RECORDED DATA below:
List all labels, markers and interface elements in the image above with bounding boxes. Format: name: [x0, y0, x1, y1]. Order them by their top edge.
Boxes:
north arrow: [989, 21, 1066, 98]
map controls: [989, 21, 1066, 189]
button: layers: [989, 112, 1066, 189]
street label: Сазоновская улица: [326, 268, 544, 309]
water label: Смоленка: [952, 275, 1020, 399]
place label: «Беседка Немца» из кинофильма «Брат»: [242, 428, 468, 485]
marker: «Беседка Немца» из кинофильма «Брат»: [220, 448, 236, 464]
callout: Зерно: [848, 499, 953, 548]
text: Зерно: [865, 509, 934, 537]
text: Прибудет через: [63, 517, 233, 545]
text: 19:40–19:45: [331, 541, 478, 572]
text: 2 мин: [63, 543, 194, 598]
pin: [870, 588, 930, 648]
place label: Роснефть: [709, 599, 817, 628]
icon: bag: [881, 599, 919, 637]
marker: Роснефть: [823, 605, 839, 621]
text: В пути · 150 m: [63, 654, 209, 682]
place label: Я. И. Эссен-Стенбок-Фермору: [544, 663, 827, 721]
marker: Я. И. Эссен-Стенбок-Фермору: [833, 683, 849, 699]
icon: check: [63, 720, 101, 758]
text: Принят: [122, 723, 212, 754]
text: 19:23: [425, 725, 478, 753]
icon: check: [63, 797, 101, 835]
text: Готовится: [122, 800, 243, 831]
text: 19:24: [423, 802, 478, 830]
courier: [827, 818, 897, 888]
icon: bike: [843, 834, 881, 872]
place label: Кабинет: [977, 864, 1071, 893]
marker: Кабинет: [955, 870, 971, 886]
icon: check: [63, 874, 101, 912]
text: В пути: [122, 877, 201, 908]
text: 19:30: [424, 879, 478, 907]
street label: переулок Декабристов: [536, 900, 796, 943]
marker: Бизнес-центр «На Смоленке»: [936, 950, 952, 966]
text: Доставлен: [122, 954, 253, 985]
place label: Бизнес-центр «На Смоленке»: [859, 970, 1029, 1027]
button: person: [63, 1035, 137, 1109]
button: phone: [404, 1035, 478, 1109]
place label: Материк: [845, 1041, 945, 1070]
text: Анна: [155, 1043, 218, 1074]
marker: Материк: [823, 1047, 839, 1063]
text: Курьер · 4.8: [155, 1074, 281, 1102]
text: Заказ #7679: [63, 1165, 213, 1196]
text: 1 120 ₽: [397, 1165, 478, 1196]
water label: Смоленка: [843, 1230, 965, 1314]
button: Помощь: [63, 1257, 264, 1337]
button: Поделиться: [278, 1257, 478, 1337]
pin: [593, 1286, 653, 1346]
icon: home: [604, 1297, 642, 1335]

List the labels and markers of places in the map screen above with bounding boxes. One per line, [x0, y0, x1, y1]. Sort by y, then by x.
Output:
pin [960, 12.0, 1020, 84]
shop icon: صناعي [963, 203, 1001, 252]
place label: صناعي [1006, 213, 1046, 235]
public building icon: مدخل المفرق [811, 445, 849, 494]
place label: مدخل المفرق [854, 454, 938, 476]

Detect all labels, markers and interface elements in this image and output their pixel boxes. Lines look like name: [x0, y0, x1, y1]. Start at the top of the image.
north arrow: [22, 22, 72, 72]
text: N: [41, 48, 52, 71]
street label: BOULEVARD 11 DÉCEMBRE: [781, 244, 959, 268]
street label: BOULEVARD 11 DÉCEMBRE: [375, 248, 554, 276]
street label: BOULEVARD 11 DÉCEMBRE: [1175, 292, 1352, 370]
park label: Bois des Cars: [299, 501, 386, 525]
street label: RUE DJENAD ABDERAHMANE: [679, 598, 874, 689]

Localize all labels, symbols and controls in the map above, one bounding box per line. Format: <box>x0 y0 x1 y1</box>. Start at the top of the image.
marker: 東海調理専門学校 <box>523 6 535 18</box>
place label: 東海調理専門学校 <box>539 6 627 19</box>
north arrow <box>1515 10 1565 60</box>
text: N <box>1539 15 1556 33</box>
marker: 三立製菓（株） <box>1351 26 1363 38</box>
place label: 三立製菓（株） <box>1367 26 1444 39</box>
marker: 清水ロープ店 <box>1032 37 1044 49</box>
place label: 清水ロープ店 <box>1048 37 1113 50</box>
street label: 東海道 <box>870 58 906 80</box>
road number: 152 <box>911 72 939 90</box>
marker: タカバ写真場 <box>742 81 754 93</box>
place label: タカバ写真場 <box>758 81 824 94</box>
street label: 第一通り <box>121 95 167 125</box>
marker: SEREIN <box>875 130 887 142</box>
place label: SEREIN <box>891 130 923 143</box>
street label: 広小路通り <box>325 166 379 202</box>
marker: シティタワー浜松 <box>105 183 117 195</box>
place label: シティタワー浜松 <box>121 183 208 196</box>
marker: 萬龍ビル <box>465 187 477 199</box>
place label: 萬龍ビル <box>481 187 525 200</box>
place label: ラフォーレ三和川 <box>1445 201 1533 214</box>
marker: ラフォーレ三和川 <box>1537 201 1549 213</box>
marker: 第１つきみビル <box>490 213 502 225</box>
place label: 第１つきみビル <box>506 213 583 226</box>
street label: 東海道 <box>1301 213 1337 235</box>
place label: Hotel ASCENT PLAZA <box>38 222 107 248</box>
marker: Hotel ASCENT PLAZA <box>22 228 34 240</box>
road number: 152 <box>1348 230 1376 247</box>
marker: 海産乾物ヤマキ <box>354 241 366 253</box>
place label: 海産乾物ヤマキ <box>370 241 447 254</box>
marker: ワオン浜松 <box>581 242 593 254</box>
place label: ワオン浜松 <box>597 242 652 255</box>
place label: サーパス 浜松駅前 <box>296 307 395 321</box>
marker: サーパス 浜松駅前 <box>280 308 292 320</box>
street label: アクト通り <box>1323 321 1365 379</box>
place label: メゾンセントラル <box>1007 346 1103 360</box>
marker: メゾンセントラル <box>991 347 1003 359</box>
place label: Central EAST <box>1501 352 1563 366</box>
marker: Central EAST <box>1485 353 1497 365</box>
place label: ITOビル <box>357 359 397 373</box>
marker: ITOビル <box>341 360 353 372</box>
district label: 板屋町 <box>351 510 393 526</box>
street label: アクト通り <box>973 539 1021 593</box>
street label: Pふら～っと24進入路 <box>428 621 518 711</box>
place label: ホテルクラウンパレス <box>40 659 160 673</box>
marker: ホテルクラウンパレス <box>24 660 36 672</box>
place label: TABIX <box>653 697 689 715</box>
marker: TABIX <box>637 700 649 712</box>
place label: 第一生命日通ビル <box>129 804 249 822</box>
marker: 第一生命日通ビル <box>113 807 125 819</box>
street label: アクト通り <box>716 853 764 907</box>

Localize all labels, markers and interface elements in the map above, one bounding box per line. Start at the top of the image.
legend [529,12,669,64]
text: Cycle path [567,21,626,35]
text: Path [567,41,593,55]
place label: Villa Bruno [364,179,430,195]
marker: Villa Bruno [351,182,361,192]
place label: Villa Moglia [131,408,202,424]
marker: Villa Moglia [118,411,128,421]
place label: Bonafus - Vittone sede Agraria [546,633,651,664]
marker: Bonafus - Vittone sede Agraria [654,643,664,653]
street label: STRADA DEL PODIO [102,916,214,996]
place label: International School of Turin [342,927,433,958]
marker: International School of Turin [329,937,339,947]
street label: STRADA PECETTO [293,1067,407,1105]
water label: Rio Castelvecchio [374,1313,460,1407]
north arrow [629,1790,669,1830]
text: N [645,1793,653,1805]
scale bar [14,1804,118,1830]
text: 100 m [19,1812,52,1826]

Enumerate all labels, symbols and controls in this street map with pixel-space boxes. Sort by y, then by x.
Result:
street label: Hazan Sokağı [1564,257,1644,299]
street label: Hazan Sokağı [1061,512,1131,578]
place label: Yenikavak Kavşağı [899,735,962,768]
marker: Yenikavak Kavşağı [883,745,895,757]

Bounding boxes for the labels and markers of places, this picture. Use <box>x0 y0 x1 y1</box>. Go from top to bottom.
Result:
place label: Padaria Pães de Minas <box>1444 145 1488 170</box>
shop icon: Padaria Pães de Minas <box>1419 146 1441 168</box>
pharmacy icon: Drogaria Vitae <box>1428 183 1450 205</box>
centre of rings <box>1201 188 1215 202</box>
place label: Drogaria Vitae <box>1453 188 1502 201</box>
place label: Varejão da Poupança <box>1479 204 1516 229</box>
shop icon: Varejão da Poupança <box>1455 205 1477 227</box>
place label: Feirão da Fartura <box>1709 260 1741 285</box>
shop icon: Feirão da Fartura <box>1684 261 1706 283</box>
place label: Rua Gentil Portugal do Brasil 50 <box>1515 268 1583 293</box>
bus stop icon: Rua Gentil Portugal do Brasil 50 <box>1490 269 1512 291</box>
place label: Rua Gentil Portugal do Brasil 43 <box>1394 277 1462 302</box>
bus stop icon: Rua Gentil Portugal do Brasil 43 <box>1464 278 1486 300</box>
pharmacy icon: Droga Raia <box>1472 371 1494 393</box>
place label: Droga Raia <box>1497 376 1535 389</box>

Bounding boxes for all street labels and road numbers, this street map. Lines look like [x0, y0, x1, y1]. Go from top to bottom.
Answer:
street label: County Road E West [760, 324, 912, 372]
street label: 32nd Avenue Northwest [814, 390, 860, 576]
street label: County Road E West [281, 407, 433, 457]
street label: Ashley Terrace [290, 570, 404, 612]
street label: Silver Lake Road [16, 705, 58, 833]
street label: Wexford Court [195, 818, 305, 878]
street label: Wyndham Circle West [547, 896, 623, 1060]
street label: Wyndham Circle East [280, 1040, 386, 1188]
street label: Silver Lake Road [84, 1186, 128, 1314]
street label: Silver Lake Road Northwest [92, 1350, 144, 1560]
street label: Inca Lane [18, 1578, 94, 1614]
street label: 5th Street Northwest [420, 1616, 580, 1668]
End of RECORDED DATA.
Within the entries, how many lines contain the word "المفرق"? Answer with a number alone.

_RESPONSE TO THE TASK_. 2